To set the page configuration in the Web UI frontend:

-'API_BASE': the API address of the LLM service (e. g. 'https://api.openai.com/v1' or Ollama's' http:// localhost:11434/v1')

-'API_KEY: API Key

-'MODEL': model name (e. g. gpt-4o, qwen-plus, deepseek-chat)

API call example

import requests

# 上传文件到知识库
url = "http://localhost:5052/api/local_doc_qa/upload_files"
files = {"files": open("contract.pdf", "rb")}
data = {"kb_id": "KB123456", "user_id": "user001"}
resp = requests.post(url, files=files, data=data)

# 问答
url = "http://localhost:5052/api/local_doc_qa/local_doc_chat"
payload = {
    "question": "这份合同的关键条款是什么?",
    "kb_ids": ["KB123456"],
    "user_id": "user001"
}
resp = requests.post(url, json=payload)
print(resp.json()["response"])

Use BCEmbedding independent components

# BCEmbedding 是 Apache-2.0 协议,可单独使用
from BCEmbedding import EmbeddingModel, RerankerModel

# Embedding
embed_model = EmbeddingModel(model_name_or_path="maidalun1020/bce-embedding-base_v1")
embeddings = embed_model.encode(["什么是RAG?", "RAG是检索增强生成"])

# Rerank
reranker = RerankerModel(model_name_or_path="maidalun1020/bce-reranker-base_v1")
scores = reranker.compute_score(["什么是RAG?"], ["RAG是检索增强生成技术"])

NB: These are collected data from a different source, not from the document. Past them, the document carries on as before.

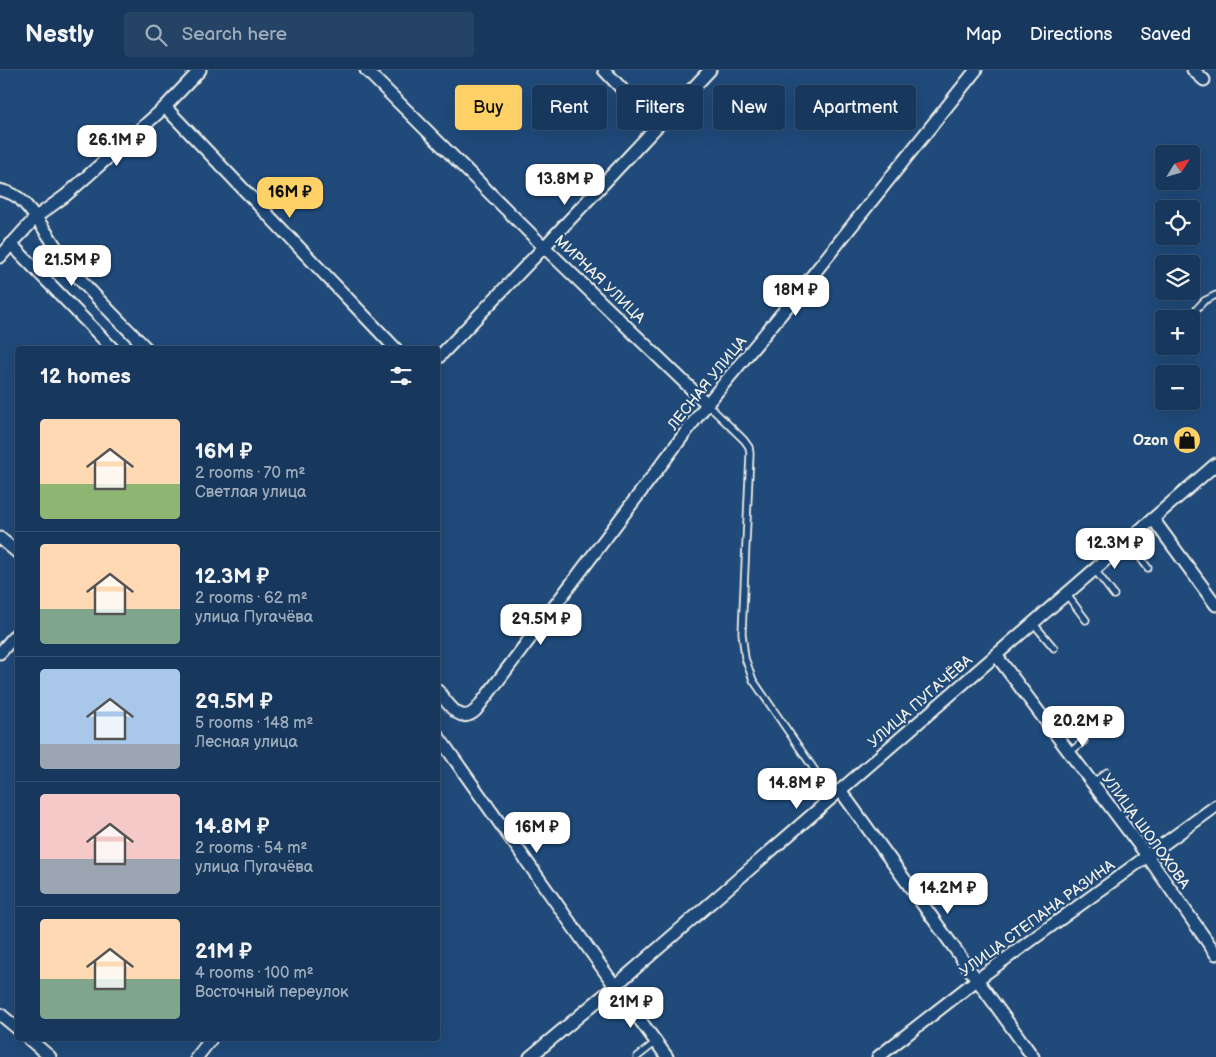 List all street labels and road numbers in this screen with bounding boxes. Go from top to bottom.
street label: МИРНАЯ УЛИЦА [550,231,650,328]
street label: ЛЕСНАЯ УЛИЦА [663,332,752,435]
street label: УЛИЦА ПУГАЧЁВА [864,650,977,752]
street label: УЛИЦА ШОЛОХОВА [1097,770,1194,894]
street label: УЛИЦА СТЕПАНА РАЗИНА [956,855,1119,981] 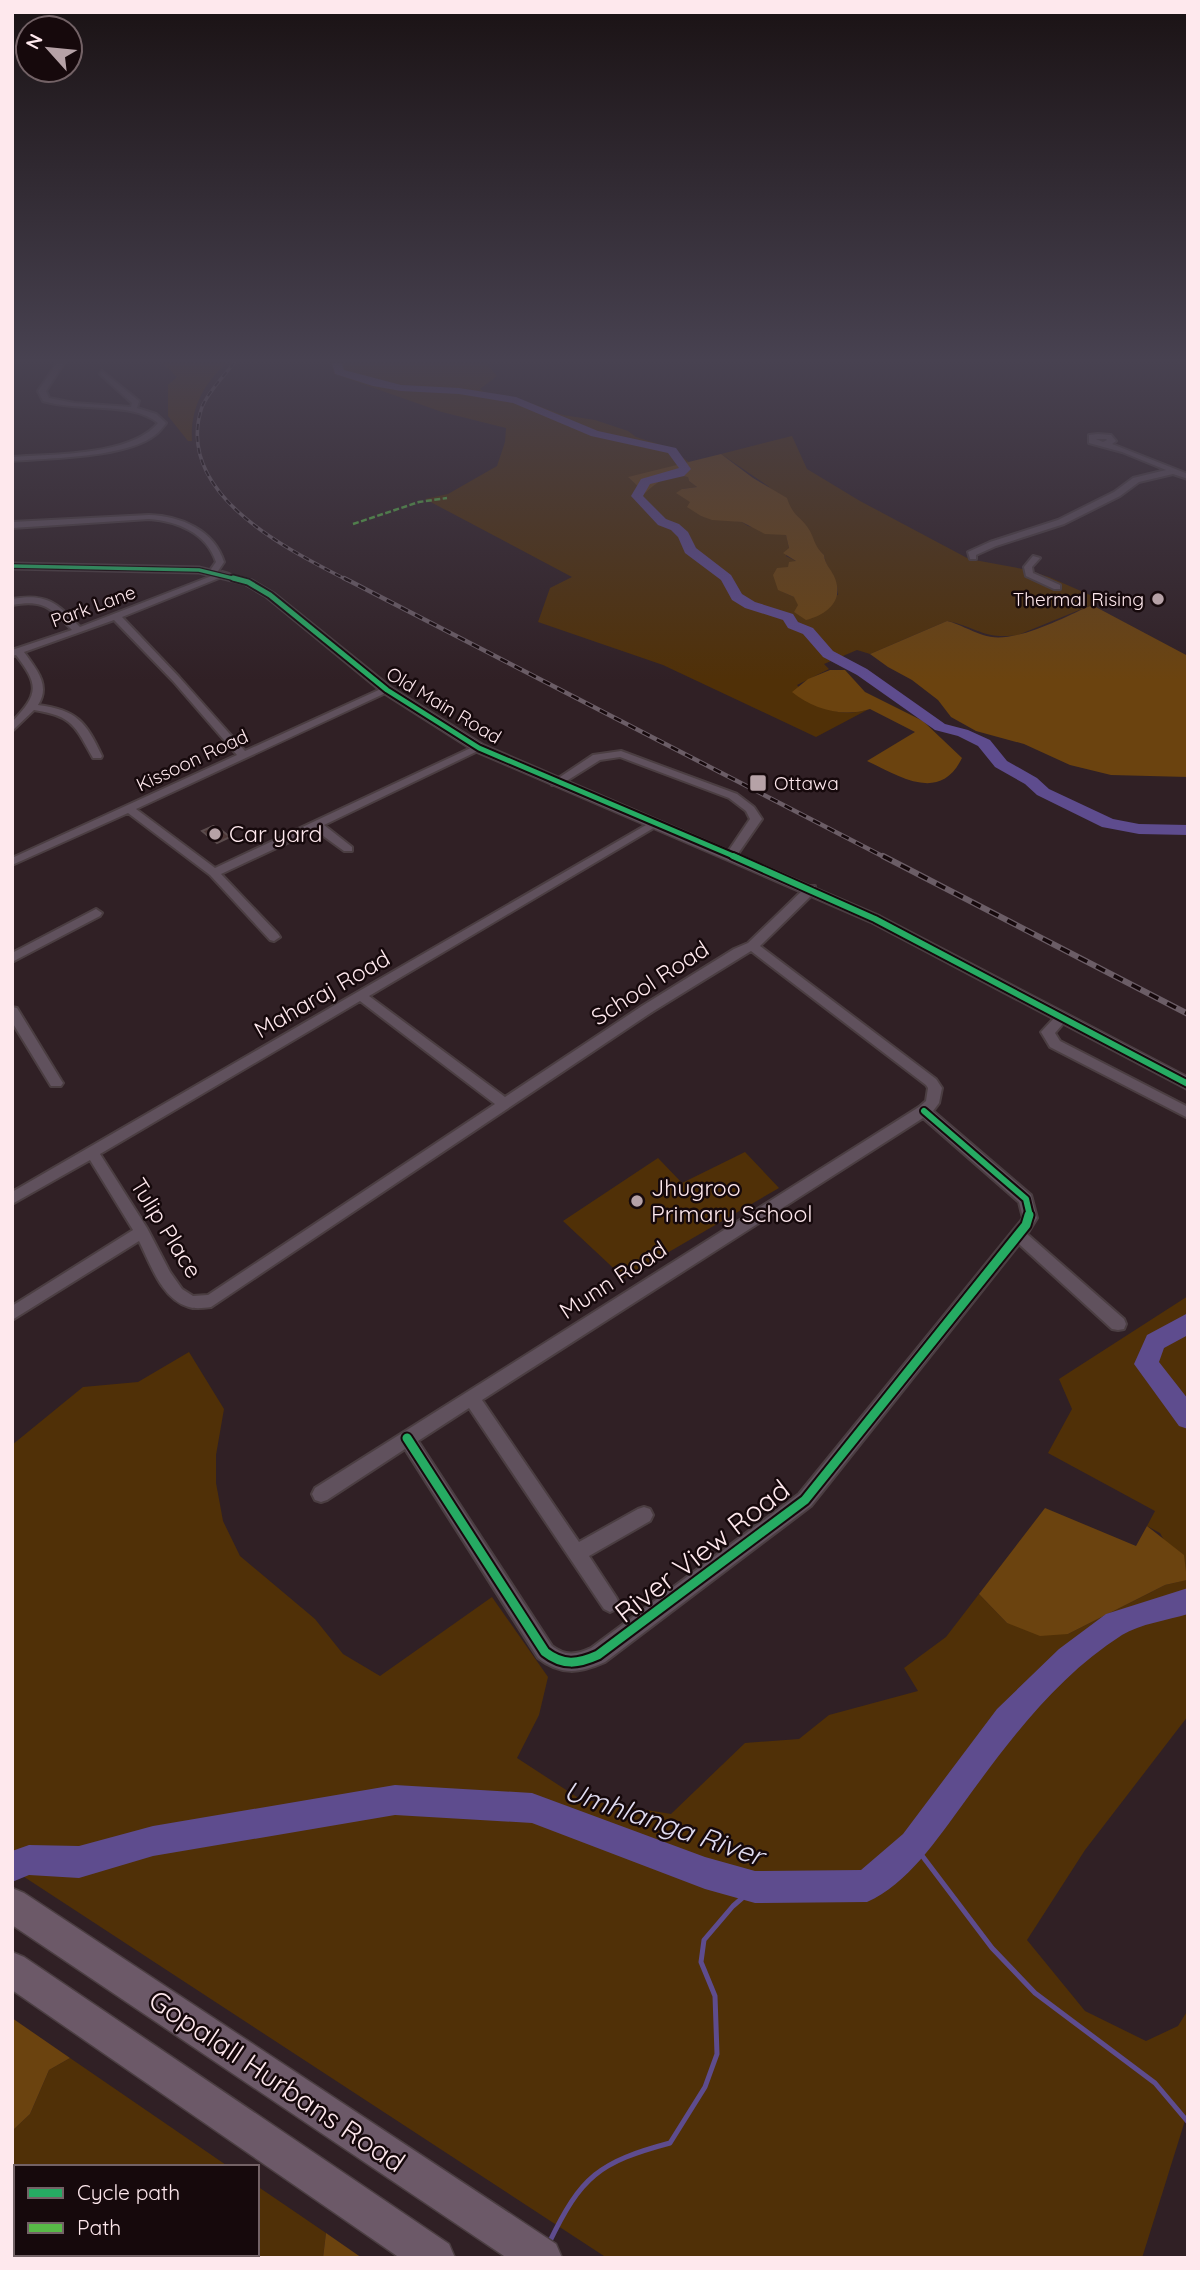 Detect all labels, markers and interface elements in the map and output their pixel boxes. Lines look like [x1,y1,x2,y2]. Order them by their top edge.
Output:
north arrow [14,14,84,84]
text: N [20,30,48,53]
street label: Park Lane [47,580,139,632]
place label: Thermal Rising [1013,587,1144,611]
marker: Thermal Rising [1150,591,1166,607]
street label: Old Main Road [382,661,506,749]
street label: Kissoon Road [132,724,252,796]
place label: Ottawa [774,771,839,795]
marker: Ottawa [748,773,768,793]
place label: Car yard [229,819,322,848]
marker: Car yard [207,826,223,842]
street label: School Road [586,934,714,1031]
street label: Maharaj Road [249,943,395,1044]
street label: Tulip Place [124,1172,209,1283]
place label: Jhugroo Primary School [651,1173,813,1228]
marker: Jhugroo Primary School [629,1193,645,1209]
street label: Munn Road [554,1234,672,1325]
street label: River View Road [607,1471,796,1630]
water label: Umhlanga River [560,1772,772,1874]
street label: Gopalall Hurbans Road [143,1982,412,2179]
legend [14,2165,259,2256]
text: Cycle path [77,2179,180,2205]
text: Path [77,2214,121,2240]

8. What can I say before sales

8.1 a sentence positioning

  • * "QAnything is a document intelligent question and answer system produced by Netease Youdao-throw in the scanned Chinese document and give accurate answers in seconds. "**

8.2 customer pain points → solutions

Customer pain pointsQAnything solutions
"We have a large number of scanned PDF,OCR is not allowed, and the question-and-answer effect is poor"Youdao OCR technology has accumulated deeply, and the recognition rate of Chinese scanned documents is the industry leader, which is the core differentiation advantage
"Company data cannot go to the cloud and must be deployed on the intranet"The whole network is disconnected for installation and use, Docker is deployed with one click, and the data cannot go out of the LAN
"The larger the knowledge base, the more inaccurate the retrieval"Two-stage retrieval (Embedding Rerank), the more data, the better the effect, BCEmbedding evaluation SOTA
"The table in PDF cannot be recognized"v2.0 rewrites the table parsing logic, and the cross-page table, embedded table and header recognition have been optimized
"Can the open source solution agreement be commercially available?"Enterprise Edition provides commercial license, Turbo/Plus/Long/Max models are available
"Can I run without GPU?"v2.0 is completely migrated to pure CPU operation, Mac/Linux/Win all
"The deployment is too complicated, the team does not have ML engineers"'docker compose up -d' one-line command to start, out-of-the-box

8.3 Differentiated Selling Points

vs RAGFlow(InfiniFlow open source):

-QAnything advantages: Youdao OCR accumulation → better PDF analysis of Chinese scanned documents/forms; BCEmbedding bilingual and cross-language SOTA; Pure CPU deployment is lighter

-RAGFlow advantages: more comprehensive DeepDoc parsing engine (support for layout recognition YOLOv8); V0.21 introduces Ingestion Pipeline that can be arranged; The update is very active (2025-2026 continuous high frequency iteration);Apache-2.0 protocol is more friendly

-Conclusion: If the customer's core requirement is "a large number of complex documents in various formats can be Pipeline by deep analysis", select RAGFlow; If it is "simple deployment of Chinese scanned documents/forms PDF Q & A", the QAnything is more accurate.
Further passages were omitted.